YARI KAPALI ÖĞRETIM

Bir önceki yazımda liselerin genel durumune ele almış ve özetle şunu söylemiştik: YÖK Meslek liselerini, MEB'de Liseleri katletti demiştik ve çok söz söyleye de gerek bırakmayan şu rakamlardan söz etmiştik. Genel liselerin Üniversiteyi kazanma oranı % 9,8 (önlisans, lisans ve AÖF) dahil. Açık öğretimde bu oran % 13,8. Bu oran Karamanda sınava giren öğrenciden 999 bunlardan 75'i üniversiteyi kazanmış yani % 7,5 Açık Öğretim sınava giren 47 kazanan 15 kişi % 31,9 (Bu arada geçen yazımdaki oranlarda daha önceki yılı vermişim düzeltiyor özür diliyorum).
Peki O zaman gelin bu tabloyu yorumlayalım 999 öğrenci 75 çıkaralım 824 öğrenci açıkta yaş 18 yeni lise sistemimize göre yaş 19 ve bir yıl sonra askerlik var. Elimizde 22 yaşını ikmal etmiş bir genç var. Meslek yok bir yetenek yok. İş yok. Babasından kalan bir dükkan veya tarla varsa çalışacak yoksa işsizler ordusuna herhangi bir yeteneği ve mesleği olmayan 800 küsür genç katılacak her yıl. Aldığı eğitimin niteliği tartışmalı vasıfsız gençlik.
Tabloyu biraz daha mercek altına alalım. Geçen yazımızda ilköğretimden ancak %50 si orta öğretime devam ediyor demiştik. Ve bunların yarısının ÖKS sistemiyle bir yere yerleştiğini söylemiştik. Peki Ayrancı'dan, Sarıveliler'den, Başyayla'dan, Kazımkarabekir'den kaç öğrenci bu sistemle ortaöğretim kurumuna devam edebiliyor. İlköğretimde ne kadar eğitim alabiliyor. Ayrancı ve Kazımkarabekir'i çıkarırsak bu çocuklar acaba kaç öğretmen yüzü görebiliyor. Başyayla'dan konuştuğumuz bir veli Çocuğunun hiç fenbilgisi öğretmeni olmadığını söylüyordu, Sarıveliler ve Ermeneğin taşrasında da durum pek farklı olmadığı açıkçası ortadadır. (Karaman'da eğitim üzerine yazdığımız bir yazıda bu konuya değinmiş ve Taşeli bölgesine hep aday öğretmenlerin atandığını ve bunların büyük bir bölümünün de askere gitmesi nedeniyle heryıl gizli bir öğretmen açığı yaşandığını belirtmiştik). Bu durumda bu çocuklar öğretmensiz ve dershanesiz acımasız sınav sisteminde ne yapacak. Anadolu türü okulların yatılı imkanlarının olmayışı zaten taşranın dezavantajlı durumunu dahada büyütüyor. Özellikle de kız öğrencilerde durum daha da vahim.

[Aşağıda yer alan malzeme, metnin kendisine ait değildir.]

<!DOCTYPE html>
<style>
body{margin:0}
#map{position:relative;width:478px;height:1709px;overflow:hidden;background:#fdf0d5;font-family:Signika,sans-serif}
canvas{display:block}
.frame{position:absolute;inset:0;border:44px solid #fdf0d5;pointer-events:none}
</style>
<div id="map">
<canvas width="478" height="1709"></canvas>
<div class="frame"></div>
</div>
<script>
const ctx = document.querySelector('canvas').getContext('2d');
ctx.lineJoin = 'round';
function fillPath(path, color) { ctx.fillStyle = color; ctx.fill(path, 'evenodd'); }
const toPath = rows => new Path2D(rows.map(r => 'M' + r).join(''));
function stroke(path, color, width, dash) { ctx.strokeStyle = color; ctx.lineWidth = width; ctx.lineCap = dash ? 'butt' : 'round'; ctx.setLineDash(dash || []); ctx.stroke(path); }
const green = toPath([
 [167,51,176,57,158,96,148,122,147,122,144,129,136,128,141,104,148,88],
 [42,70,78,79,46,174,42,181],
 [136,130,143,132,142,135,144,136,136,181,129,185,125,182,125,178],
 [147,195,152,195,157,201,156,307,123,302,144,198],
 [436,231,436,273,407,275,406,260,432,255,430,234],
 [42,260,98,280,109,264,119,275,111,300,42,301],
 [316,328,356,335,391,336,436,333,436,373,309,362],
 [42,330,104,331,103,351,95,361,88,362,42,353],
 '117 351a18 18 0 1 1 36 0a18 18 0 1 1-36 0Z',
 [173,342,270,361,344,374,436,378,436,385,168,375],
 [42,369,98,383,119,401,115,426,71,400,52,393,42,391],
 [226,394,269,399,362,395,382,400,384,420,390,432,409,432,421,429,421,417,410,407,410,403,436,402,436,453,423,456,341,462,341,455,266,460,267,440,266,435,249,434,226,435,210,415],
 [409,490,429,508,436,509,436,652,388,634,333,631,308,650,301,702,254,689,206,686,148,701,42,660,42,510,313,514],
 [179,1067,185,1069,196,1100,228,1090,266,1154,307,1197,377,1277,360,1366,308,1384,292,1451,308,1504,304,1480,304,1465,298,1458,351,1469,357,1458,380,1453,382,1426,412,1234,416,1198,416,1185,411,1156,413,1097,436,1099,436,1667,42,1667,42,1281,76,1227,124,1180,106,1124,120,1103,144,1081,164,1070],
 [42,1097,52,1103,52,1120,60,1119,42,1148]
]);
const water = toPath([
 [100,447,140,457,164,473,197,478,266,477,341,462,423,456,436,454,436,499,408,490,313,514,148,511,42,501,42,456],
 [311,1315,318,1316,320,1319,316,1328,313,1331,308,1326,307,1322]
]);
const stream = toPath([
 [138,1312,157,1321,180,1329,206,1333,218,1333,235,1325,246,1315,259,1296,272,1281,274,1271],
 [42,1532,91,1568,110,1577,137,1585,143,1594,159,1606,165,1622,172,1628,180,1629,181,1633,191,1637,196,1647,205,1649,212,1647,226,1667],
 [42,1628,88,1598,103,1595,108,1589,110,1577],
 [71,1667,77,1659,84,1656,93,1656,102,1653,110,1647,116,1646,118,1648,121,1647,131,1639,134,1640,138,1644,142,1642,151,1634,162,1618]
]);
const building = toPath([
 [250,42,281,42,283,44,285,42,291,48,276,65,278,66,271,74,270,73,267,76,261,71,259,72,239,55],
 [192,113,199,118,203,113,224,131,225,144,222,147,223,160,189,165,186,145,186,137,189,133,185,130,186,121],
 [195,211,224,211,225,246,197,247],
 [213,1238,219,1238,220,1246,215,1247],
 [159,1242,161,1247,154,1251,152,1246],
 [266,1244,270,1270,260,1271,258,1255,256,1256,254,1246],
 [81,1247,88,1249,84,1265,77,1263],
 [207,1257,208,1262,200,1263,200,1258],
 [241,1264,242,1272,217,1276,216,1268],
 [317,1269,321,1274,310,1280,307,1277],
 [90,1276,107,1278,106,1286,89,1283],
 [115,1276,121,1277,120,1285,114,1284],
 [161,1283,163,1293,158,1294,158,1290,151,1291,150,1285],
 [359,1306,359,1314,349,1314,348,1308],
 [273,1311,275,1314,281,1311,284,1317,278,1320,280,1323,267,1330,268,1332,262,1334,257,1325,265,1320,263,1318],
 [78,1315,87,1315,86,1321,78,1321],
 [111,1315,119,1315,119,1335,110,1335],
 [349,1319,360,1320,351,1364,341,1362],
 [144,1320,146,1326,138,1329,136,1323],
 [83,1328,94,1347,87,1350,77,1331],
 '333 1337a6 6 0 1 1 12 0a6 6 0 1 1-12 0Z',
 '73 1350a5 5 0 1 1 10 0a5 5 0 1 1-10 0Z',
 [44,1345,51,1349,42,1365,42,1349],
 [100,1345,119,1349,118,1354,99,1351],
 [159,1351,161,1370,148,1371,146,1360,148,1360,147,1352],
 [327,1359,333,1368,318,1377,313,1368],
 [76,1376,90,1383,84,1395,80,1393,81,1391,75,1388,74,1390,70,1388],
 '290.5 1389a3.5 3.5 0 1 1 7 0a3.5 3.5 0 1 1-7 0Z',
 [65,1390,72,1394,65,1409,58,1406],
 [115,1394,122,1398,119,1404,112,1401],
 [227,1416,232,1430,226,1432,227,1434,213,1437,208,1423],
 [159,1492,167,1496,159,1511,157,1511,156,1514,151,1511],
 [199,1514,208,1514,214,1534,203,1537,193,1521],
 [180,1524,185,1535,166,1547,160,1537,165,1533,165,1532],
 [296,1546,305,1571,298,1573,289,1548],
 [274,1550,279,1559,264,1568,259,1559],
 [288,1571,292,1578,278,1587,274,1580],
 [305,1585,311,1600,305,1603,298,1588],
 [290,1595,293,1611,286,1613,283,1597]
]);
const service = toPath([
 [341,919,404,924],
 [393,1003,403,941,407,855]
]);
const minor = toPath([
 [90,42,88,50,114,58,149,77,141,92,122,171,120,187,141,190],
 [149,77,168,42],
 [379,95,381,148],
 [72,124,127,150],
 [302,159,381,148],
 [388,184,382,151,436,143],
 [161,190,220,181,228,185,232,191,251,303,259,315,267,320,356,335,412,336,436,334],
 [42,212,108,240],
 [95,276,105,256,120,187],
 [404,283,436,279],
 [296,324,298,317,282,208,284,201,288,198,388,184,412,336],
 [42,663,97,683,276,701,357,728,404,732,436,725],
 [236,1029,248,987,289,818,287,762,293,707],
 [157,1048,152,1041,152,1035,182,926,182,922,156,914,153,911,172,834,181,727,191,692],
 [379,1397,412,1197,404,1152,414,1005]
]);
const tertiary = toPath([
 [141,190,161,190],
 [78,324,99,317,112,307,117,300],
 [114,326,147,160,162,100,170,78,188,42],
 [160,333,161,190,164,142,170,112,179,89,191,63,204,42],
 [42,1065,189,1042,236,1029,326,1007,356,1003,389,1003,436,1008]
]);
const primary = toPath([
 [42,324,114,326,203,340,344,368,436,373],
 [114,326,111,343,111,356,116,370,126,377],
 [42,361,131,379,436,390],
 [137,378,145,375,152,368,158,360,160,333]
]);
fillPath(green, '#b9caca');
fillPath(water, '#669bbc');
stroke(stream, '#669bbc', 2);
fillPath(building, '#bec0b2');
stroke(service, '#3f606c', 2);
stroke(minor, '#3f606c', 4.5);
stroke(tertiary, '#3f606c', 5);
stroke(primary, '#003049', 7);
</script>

Okula devam edenlerin durumu ne peki, pek çoğu kalabalık sınıflarda veya ikili eğitim görüyor. Saban 6.45 de derslere giriyor öğrenci. O satte (özellikle de kışın) sokakta bir kaç sokak köpeği, camiye giden bir kaç insan ve öğrencilerimiz var. Bu çocuklar ne zaman kalkar, ne zaman yemek yer, ne zaman arabaya biner ve ne zaman okula ulaşır. Ne kadar teneffüs yapabiliyor.